Up to and including the line that holds "width:40px; border:2px solid", copy every line of the records below exactly, starting at the first; leave pictures out.

● ● ●

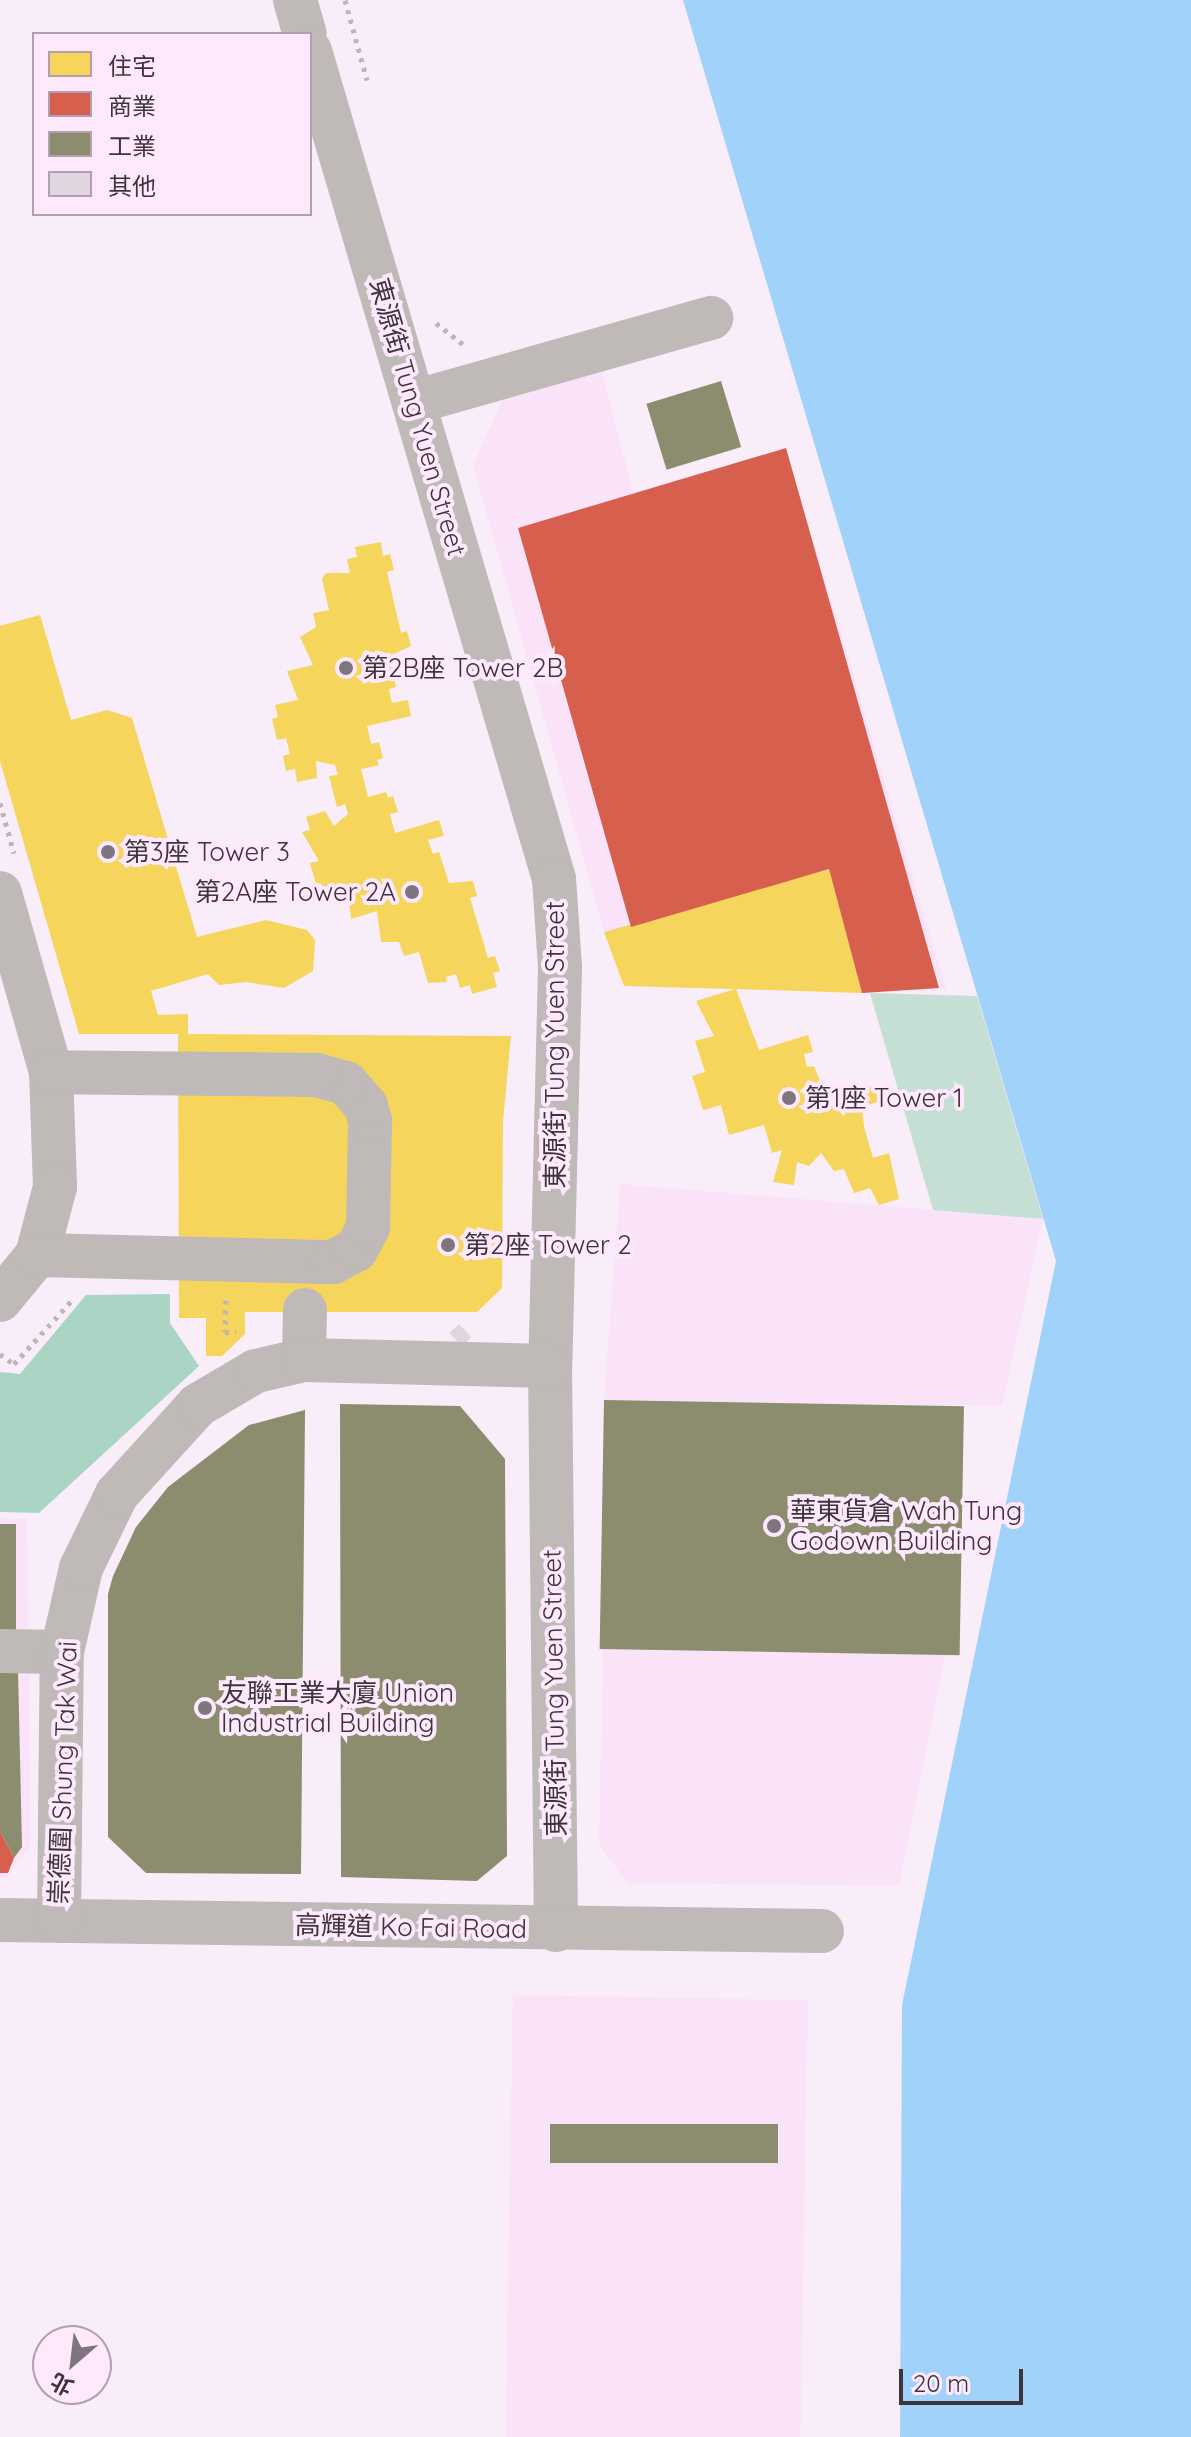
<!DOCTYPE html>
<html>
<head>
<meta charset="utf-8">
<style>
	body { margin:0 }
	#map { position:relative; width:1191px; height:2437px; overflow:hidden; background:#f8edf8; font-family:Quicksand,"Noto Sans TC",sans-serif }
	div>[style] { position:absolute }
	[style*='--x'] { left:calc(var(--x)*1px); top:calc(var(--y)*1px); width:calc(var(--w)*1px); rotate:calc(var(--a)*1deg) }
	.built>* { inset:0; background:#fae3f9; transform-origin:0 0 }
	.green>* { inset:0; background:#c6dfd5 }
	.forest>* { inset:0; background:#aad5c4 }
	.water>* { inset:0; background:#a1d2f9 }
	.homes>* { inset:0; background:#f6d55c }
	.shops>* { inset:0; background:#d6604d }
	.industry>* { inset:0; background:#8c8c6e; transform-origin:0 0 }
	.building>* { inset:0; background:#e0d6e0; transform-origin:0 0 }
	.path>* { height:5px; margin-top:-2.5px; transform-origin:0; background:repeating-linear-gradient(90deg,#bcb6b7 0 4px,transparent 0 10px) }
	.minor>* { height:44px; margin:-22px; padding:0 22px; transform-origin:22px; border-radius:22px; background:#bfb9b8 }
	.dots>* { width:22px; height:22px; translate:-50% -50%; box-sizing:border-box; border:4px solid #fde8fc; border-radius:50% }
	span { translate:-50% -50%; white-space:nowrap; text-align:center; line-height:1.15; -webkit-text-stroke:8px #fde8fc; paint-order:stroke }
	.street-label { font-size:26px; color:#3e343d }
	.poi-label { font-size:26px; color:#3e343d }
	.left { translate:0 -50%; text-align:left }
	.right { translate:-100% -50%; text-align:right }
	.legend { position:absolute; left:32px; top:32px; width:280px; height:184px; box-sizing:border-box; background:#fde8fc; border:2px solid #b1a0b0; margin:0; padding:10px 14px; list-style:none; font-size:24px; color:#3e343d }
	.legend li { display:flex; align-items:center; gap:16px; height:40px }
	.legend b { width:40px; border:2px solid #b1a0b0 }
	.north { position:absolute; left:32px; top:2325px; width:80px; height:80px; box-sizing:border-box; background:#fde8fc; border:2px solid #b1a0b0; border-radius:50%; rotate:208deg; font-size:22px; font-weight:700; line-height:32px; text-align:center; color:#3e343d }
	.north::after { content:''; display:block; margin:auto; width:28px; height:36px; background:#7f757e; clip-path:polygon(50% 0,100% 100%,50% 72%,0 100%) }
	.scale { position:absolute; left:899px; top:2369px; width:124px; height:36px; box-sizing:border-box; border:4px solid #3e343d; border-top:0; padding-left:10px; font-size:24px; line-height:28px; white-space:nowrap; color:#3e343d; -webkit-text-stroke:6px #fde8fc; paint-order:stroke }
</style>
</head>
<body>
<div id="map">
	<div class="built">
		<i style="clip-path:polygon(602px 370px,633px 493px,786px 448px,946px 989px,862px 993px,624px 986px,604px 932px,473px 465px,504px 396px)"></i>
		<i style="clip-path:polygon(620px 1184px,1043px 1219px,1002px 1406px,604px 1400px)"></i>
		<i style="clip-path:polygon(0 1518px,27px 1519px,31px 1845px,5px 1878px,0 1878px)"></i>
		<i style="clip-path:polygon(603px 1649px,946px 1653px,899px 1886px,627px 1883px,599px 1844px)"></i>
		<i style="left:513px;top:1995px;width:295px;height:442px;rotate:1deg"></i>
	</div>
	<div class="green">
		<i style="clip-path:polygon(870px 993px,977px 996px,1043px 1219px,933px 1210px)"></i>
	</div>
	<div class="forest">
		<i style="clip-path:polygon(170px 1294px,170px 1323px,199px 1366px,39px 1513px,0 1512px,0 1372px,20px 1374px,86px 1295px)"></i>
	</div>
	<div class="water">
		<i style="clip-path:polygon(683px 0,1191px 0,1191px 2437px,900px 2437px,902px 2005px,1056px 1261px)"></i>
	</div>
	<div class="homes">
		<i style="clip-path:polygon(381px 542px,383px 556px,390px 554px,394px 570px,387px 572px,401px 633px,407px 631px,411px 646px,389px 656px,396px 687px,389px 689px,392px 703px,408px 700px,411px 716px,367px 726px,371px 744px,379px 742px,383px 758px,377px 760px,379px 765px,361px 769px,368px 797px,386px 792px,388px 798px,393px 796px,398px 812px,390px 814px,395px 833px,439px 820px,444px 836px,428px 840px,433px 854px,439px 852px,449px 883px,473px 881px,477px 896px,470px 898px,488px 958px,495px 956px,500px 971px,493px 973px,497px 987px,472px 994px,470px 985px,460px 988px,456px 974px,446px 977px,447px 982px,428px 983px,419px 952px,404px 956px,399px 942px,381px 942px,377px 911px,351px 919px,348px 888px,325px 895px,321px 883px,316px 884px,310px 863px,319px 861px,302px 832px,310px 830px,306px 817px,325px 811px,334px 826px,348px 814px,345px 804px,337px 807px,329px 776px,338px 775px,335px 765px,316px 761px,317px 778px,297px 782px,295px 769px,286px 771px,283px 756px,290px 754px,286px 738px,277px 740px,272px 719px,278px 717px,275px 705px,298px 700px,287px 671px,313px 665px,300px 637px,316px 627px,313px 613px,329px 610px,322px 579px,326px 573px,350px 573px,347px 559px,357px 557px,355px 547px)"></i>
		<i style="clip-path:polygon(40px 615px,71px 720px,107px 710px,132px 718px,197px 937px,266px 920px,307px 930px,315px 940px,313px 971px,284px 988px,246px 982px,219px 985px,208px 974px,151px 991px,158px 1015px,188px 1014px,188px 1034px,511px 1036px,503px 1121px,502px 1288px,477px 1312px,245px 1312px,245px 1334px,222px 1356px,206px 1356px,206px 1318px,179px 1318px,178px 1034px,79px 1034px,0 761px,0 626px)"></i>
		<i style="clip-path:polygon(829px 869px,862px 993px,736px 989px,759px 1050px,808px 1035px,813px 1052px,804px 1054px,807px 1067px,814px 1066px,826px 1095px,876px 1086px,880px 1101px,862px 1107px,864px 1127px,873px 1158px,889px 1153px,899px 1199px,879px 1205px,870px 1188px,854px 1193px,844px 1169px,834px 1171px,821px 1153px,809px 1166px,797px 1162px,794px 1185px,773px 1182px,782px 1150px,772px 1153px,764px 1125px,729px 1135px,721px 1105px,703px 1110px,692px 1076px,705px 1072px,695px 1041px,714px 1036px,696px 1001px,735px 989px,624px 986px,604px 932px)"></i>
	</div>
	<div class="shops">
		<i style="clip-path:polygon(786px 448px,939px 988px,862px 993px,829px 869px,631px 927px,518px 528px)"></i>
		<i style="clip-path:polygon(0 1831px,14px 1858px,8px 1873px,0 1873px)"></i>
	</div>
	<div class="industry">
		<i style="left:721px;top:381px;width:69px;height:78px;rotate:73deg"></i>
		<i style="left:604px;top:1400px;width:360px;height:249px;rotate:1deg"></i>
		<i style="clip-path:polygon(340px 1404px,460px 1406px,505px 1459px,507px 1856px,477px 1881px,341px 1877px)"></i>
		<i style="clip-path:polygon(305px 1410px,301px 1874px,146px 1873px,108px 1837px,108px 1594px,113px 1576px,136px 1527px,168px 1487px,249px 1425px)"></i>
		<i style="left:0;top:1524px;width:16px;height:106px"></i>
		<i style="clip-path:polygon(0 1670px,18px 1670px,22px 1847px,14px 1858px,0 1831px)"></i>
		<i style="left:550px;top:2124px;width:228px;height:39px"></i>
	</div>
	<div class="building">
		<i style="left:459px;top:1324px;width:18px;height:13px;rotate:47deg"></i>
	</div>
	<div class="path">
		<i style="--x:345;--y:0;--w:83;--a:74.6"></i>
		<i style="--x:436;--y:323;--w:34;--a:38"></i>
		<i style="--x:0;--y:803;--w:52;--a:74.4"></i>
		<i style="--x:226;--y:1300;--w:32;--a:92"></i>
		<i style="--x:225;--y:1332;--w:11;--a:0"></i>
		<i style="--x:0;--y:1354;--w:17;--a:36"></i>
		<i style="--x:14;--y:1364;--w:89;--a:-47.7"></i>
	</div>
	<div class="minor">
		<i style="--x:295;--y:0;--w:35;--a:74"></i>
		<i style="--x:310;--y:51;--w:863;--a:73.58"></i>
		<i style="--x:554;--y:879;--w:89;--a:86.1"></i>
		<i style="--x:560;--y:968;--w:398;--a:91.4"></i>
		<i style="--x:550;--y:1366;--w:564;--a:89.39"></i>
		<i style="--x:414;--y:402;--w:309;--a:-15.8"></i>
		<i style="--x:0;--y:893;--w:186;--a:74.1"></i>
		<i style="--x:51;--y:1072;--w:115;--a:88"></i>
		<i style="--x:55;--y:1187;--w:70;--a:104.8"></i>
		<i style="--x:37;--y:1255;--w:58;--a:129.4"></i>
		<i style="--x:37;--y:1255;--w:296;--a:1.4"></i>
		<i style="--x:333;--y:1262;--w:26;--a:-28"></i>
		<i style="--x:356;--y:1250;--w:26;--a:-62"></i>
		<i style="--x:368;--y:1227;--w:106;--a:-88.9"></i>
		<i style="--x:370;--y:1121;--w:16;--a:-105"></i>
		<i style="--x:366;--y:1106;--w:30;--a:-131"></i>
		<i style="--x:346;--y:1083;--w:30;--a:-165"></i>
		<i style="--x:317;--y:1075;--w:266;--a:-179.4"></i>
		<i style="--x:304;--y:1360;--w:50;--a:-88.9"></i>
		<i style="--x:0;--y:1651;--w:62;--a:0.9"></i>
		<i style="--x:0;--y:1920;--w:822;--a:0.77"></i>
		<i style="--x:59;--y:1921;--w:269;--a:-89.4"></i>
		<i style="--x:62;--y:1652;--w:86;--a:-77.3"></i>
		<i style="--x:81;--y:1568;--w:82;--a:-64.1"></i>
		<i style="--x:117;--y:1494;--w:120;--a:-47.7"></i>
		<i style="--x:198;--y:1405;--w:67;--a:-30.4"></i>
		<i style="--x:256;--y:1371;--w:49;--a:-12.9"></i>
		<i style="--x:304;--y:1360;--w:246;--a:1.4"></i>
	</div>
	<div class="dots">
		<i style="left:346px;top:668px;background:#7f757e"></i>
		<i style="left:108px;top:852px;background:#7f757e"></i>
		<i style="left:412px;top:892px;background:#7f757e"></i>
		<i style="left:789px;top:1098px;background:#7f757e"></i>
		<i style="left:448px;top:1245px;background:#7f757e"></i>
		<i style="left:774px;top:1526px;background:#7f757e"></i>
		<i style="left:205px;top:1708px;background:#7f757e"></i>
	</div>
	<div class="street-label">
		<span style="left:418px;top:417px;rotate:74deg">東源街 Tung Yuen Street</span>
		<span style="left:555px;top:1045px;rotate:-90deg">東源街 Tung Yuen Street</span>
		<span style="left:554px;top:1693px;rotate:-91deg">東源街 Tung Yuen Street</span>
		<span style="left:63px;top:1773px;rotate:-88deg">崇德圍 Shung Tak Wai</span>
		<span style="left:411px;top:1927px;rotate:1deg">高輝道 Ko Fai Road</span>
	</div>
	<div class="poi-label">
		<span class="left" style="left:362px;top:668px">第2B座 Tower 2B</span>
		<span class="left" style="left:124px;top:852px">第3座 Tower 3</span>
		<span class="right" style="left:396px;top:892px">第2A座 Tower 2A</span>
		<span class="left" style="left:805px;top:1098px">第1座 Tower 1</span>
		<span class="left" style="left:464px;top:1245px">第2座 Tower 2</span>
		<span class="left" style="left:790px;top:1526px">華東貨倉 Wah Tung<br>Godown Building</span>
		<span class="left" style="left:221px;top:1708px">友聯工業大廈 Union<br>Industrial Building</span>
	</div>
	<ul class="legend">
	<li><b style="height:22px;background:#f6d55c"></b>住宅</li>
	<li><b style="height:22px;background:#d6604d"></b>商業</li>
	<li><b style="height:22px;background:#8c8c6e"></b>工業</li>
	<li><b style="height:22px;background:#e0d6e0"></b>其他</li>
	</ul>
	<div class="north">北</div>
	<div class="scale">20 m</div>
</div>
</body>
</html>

● ● ●

__EXERCISE OUTPUT__:
<!DOCTYPE html>
<html>
<head>
<meta charset="utf-8">
<style>
	body { margin:0 }
	#map { position:relative; width:1191px; height:2437px; overflow:hidden; background:#f8edf8; font-family:Quicksand,"Noto Sans TC",sans-serif }
	div>[style] { position:absolute }
	[style*='--x'] { left:calc(var(--x)*1px); top:calc(var(--y)*1px); width:calc(var(--w)*1px); rotate:calc(var(--a)*1deg) }
	.built>* { inset:0; background:#fae3f9; transform-origin:0 0 }
	.green>* { inset:0; background:#c6dfd5 }
	.forest>* { inset:0; background:#aad5c4 }
	.water>* { inset:0; background:#a1d2f9 }
	.homes>* { inset:0; background:#f6d55c }
	.shops>* { inset:0; background:#d6604d }
	.industry>* { inset:0; background:#8c8c6e; transform-origin:0 0 }
	.building>* { inset:0; background:#e0d6e0; transform-origin:0 0 }
	.path>* { height:5px; margin-top:-2.5px; transform-origin:0; background:repeating-linear-gradient(90deg,#bcb6b7 0 4px,transparent 0 10px) }
	.minor>* { height:44px; margin:-22px; padding:0 22px; transform-origin:22px; border-radius:22px; background:#bfb9b8 }
	.dots>* { width:22px; height:22px; translate:-50% -50%; box-sizing:border-box; border:4px solid #fde8fc; border-radius:50% }
	span { translate:-50% -50%; white-space:nowrap; text-align:center; line-height:1.15; -webkit-text-stroke:8px #fde8fc; paint-order:stroke }
	.street-label { font-size:26px; color:#3e343d }
	.poi-label { font-size:26px; color:#3e343d }
	.left { translate:0 -50%; text-align:left }
	.right { translate:-100% -50%; text-align:right }
	.legend { position:absolute; left:32px; top:32px; width:280px; height:184px; box-sizing:border-box; background:#fde8fc; border:2px solid #b1a0b0; margin:0; padding:10px 14px; list-style:none; font-size:24px; color:#3e343d }
	.legend li { display:flex; align-items:center; gap:16px; height:40px }
	.legend b { width:40px; border:2px solid #b1a0b0 }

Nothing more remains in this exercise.